Jean Burnotte et Pierre Duby (voir la vidéo en infra) se réclament de l’initiateur de cette approche, un kinésithérapeute suédois du nom de Kurt Ekman, qui aurait longtemps travaillé à Londres dans le service du docteur Cyriax.


Oldies but goldies, quelques études passent les années sans que leurs conclusions soient trop remises en cause… Ou pas. Retour vers le (peut être) futur. Note rédigée originellement dans ActuKiné le Vendredi 27 Décembre 2013


L’Unité de Recherche en Physiothérapie de l’Université de Saragosse s’est penchée sur l’intérêt d’adjoindre de la fibrolyse diacutanée au traitement physiothérapique classique des épaules douloureuses. 

Matériel & méthodes

Cent vingt patients souffrant de syndrome d’impingement sous-acromial ont été répartis aléatoirement en trois groupes, sur deux sites. Les trois groupes ont bénéficié d’un traitement standardisé basé sur des exercices thérapeutiques, de l’électrothérapie antalgique et de la cryothérapie. Le groupe expérimental a bénéficié en plus de 6 séances de fibrolyse diacutanée tandis que le groupe placebo bénéficiait de 6 séances de traitement mimant cette technique. 

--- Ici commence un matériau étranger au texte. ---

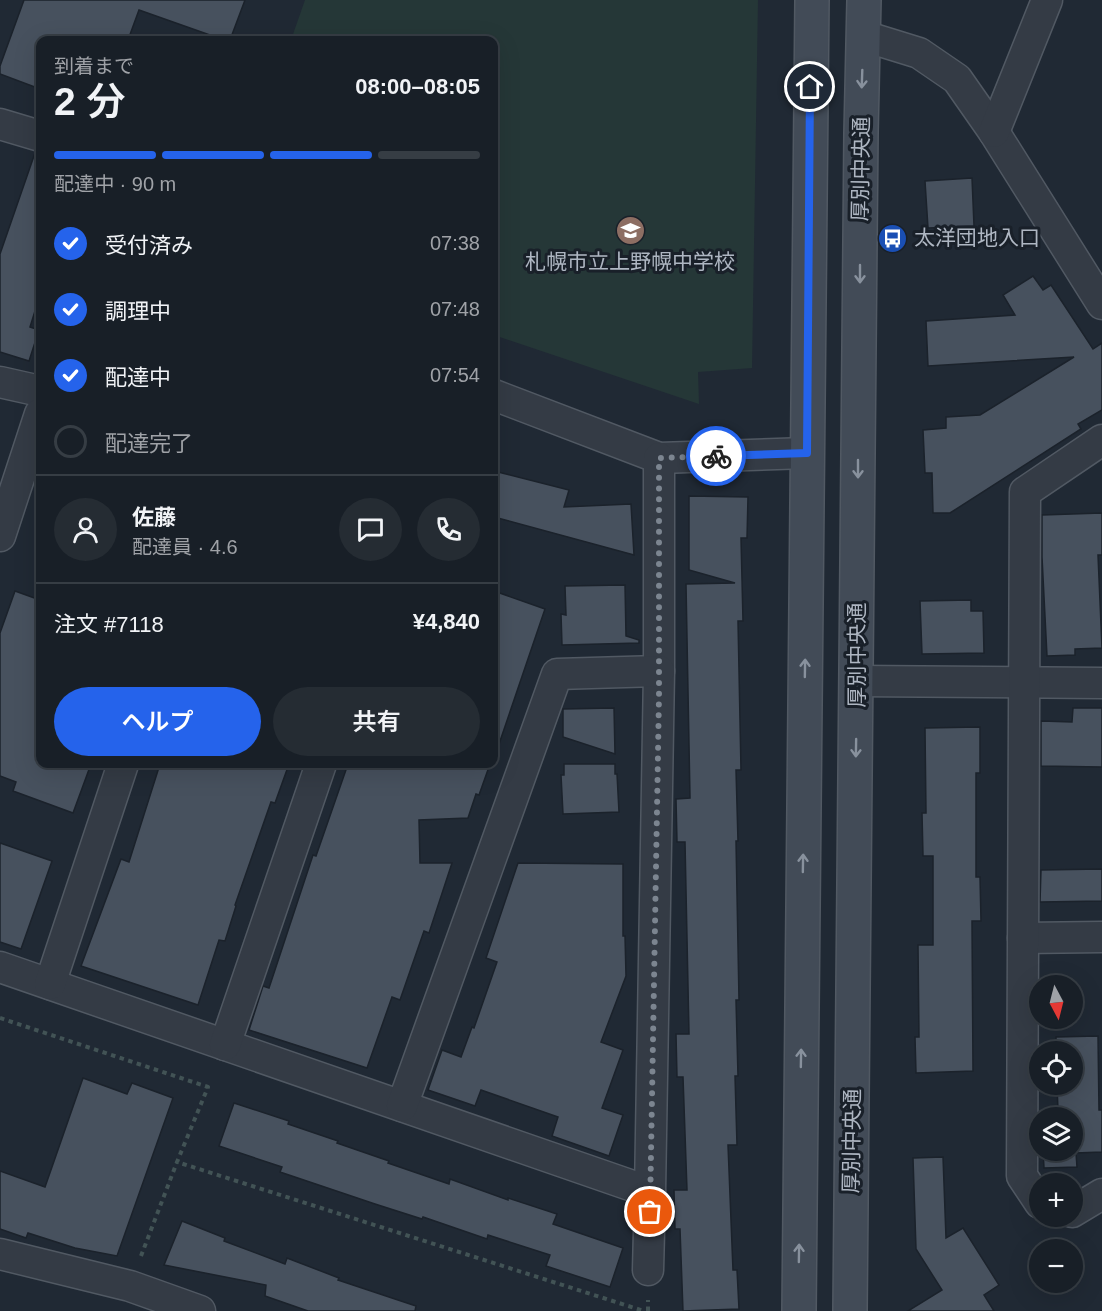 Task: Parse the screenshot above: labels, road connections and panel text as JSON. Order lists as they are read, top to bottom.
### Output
{
  "streets": {
    "main road": ["厚別中央通"]
  },
  "places": {
    "school or university": ["札幌市立上野幌中学校"],
    "bus stop": ["太洋団地入口"]
  },
  "north": "bottom",
  "page": {
    "heading": ["2 分", "到着まで", "08:00–08:05"],
    "panel": [
      "佐藤",
      "配達員 · 4.6",
      "注文 #7118",
      "¥4,840"
    ],
    "bar": "配達中 · 90 m",
    "list": [
      ["受付済み", "07:38"],
      ["調理中", "07:48"],
      ["配達中", "07:54"],
      "配達完了"
    ],
    "buttons": ["ヘルプ", "共有"],
    "map_buttons": ["+", "−"]
  }
} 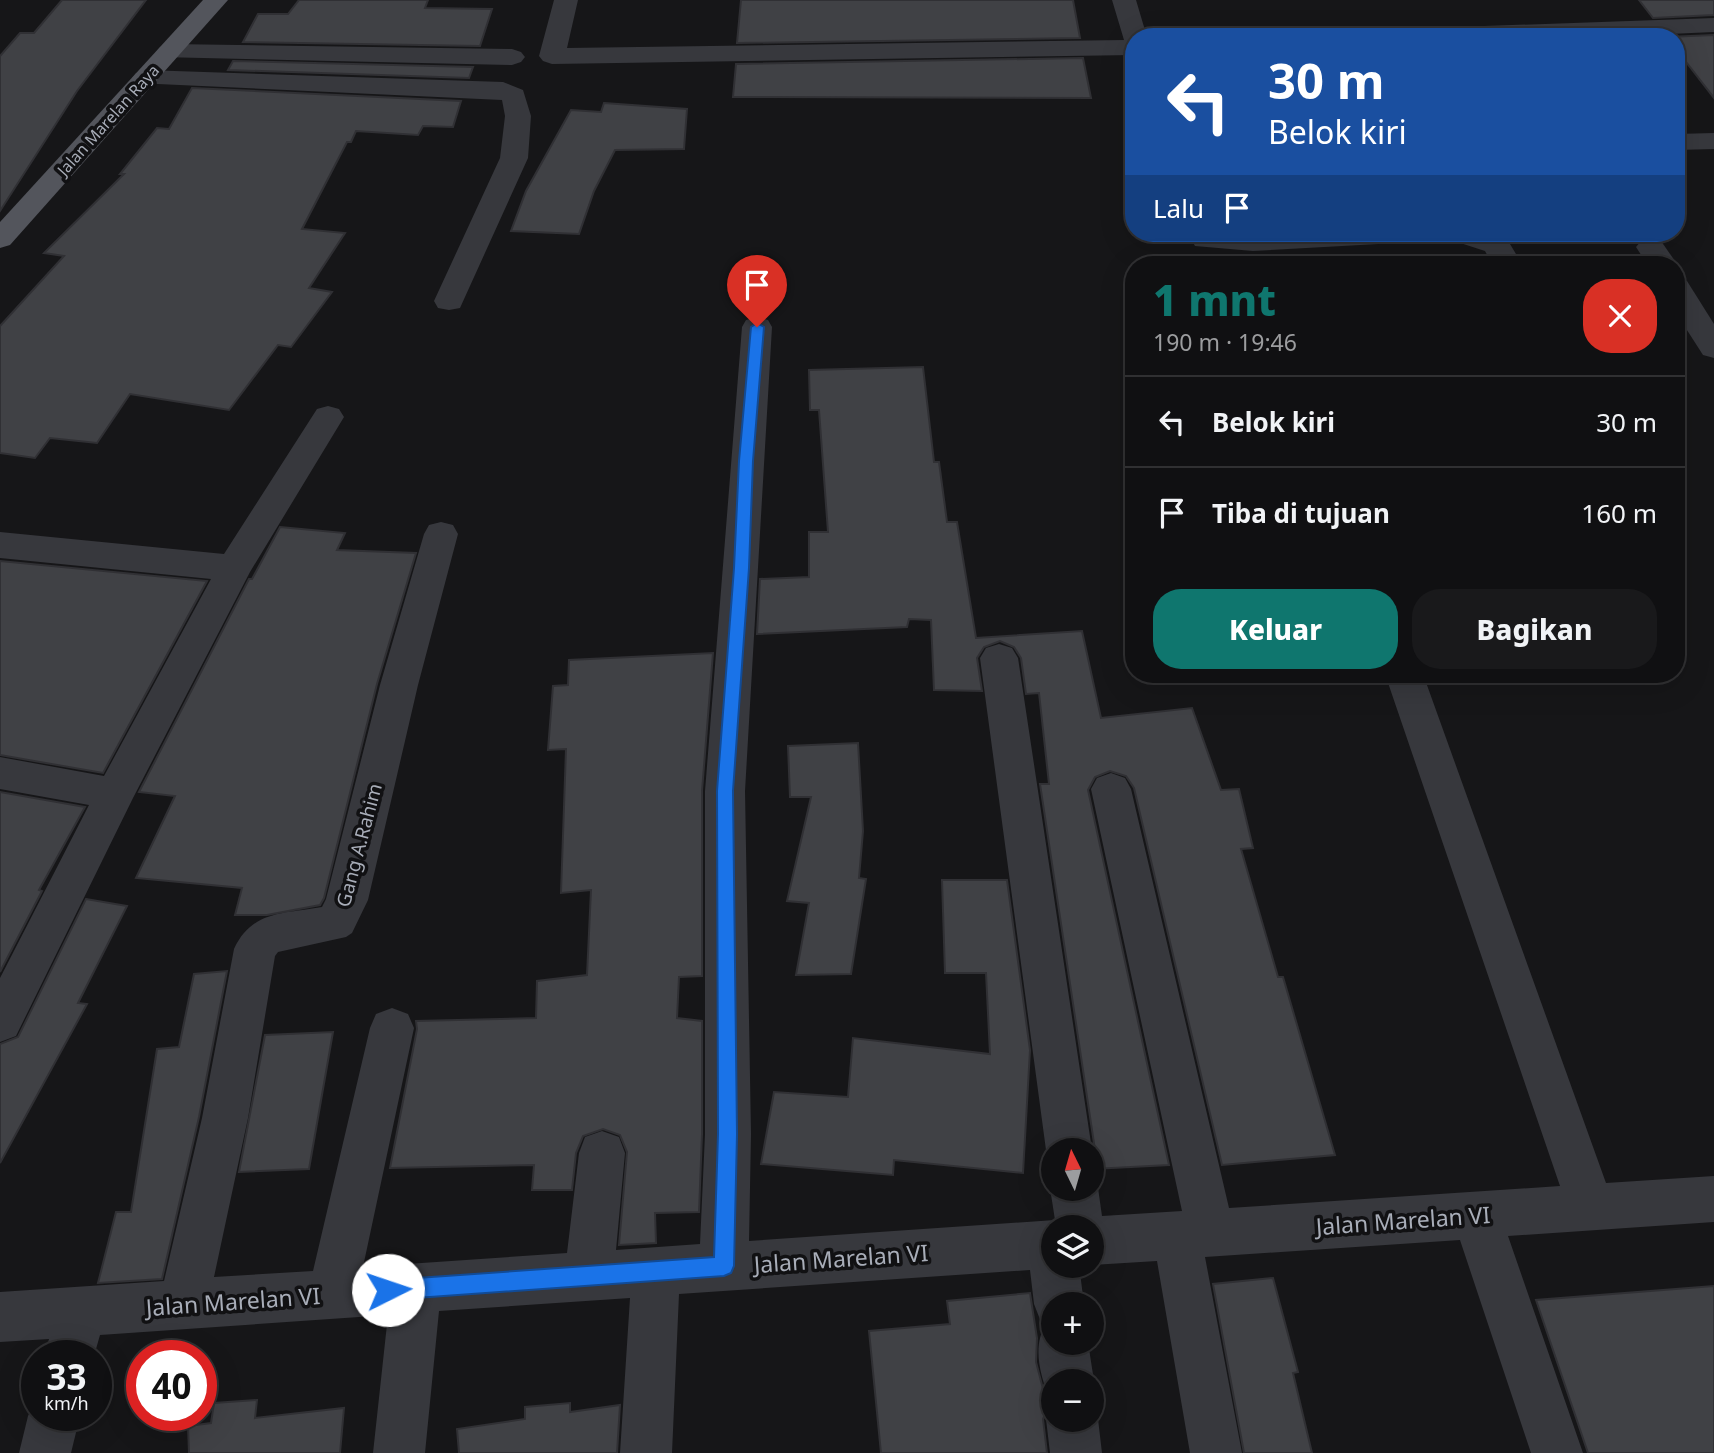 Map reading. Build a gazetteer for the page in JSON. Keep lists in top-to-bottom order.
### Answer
{
  "streets": {
    "main road": ["Jalan Marelan Raya"],
    "street": ["Gang A.Rahim", "Jalan Marelan VI"]
  },
  "crossings": [
    ["Gang A.Rahim", "Jalan Marelan VI"]
  ],
  "north": "top",
  "page": {
    "turn": ["30 m", "Belok kiri"],
    "then": "Lalu",
    "heading": ["1 mnt", "190 m · 19:46"],
    "list": [
      {
        "name": "Belok kiri",
        "value": "30 m"
      },
      {
        "name": "Tiba di tujuan",
        "value": "160 m"
      }
    ],
    "buttons": ["Keluar", "Bagikan"],
    "map_buttons": ["+", "−"],
    "speed": "33 km/h",
    "limit": "40"
  }
} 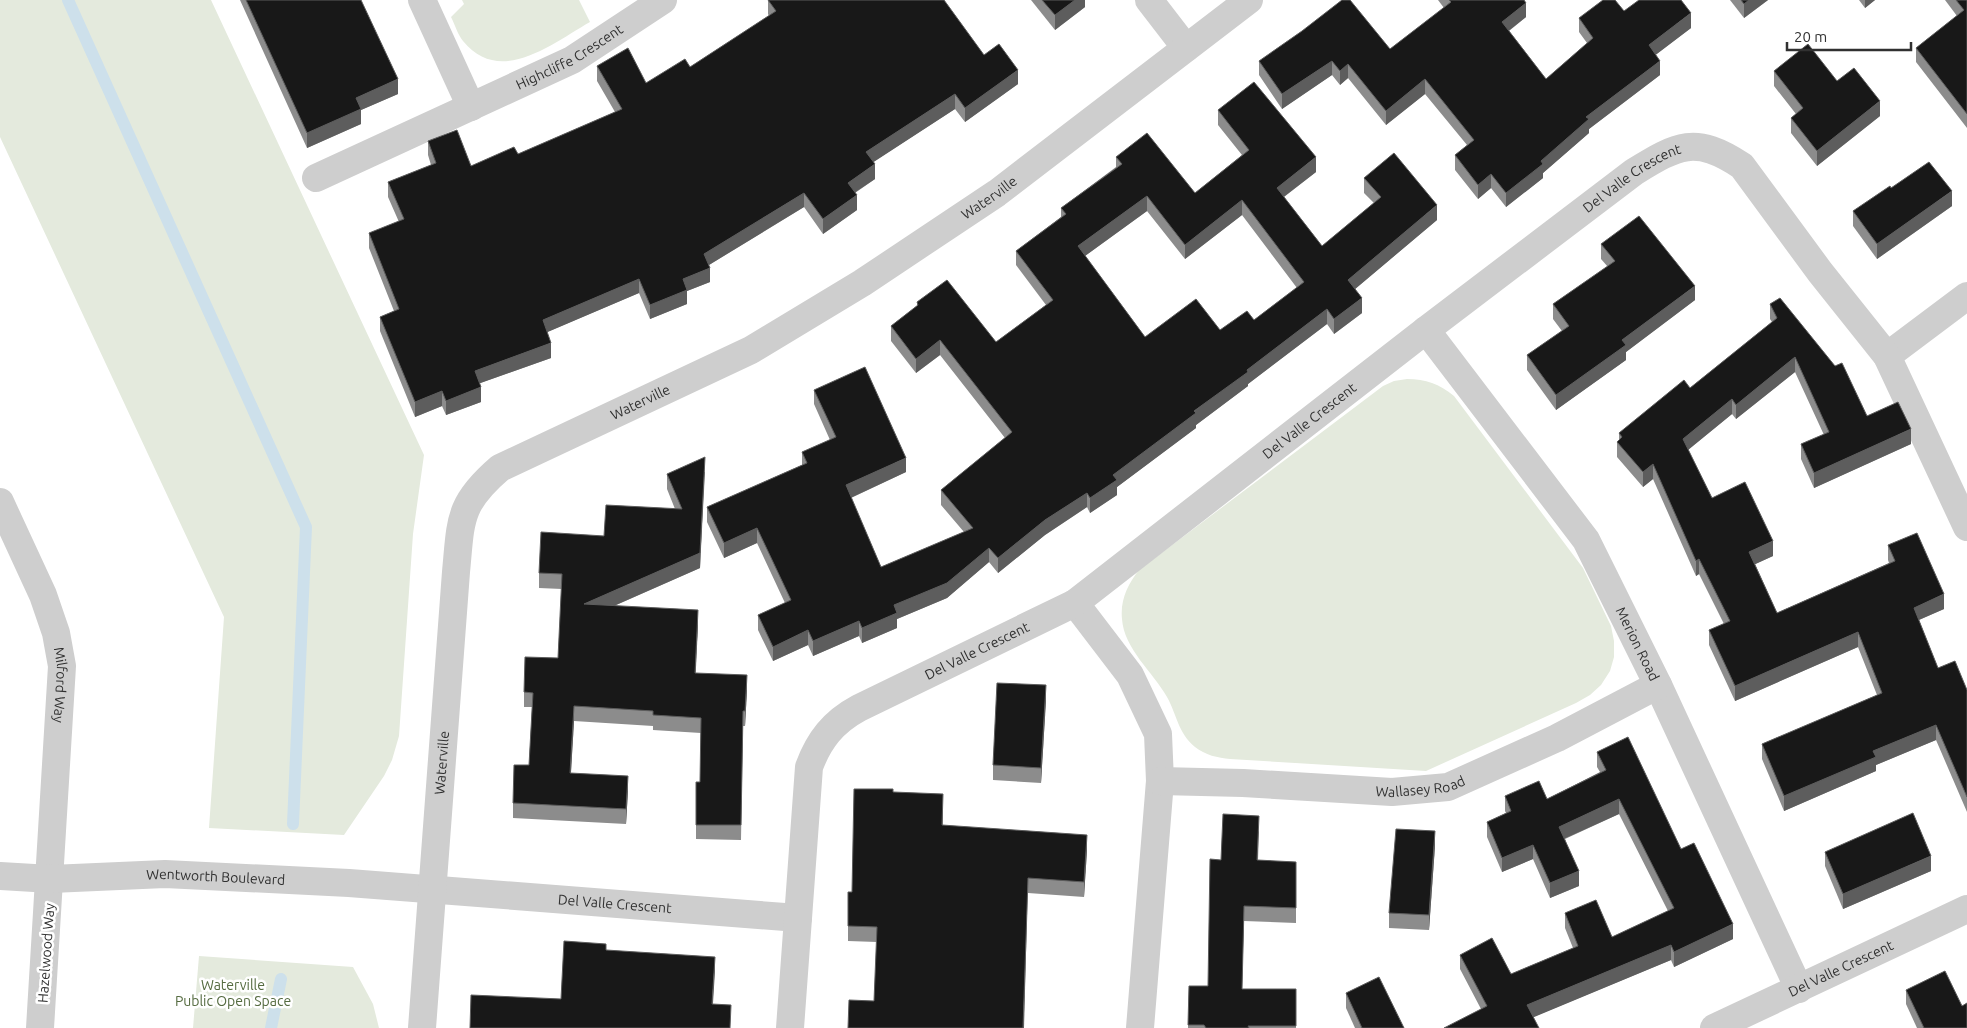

L’intensité de la douleur, les amplitudes articulaires et la fonction ont été mesurées avant et immédiatement après traitement, puis à 3 mois. 

Résultats 

Les traitements par fibrolyse apparaissent statistiquement voire cliniquement plus efficaces, concernant les différentes amplitudes, sans qu’il soit possible de dissocier fortement le traitement expérimental du traitement placebo. Aucune différence n’est retrouvée entre les trois groupes pour ce qui est de l’intensité de la douleur. Sur 3 mois, les différences inter-groupes se sont effacées, mis à part les gains en rotation latérale. 

89% des patients du groupe expérimental, 76% du groupe placebo et 67% du groupe contrôle considèrent subjectivement s’être améliorés. 

Conclusion : 

Dans une prise en charge d’un syndrome d’impingement scapulo-huméral, le choix thérapeutique d’une utilisation de matériel sensé favoriser les glissements inter-musculaires et inter-aponévrotiques n’est pas remis en cause. Bien toléré par les patients, il pourrait être un adjuvant envisageable notamment en présence d’une limitation de la rotation latérale. 


Référence bibliographique : 

Barra López ME, López de Celis C, Fernández Jentsch G, Raya de Cárdenas L, Lucha López MO, Tricás Moreno JM. Effectiveness of Diacutaneous Fibrolysis for the treatment of subacromial impingement syndrome: A randomised controlled trial. Man Ther. 2013 Oct;18(5):418-24. doi: 10.1016/j.math.2013.02.006.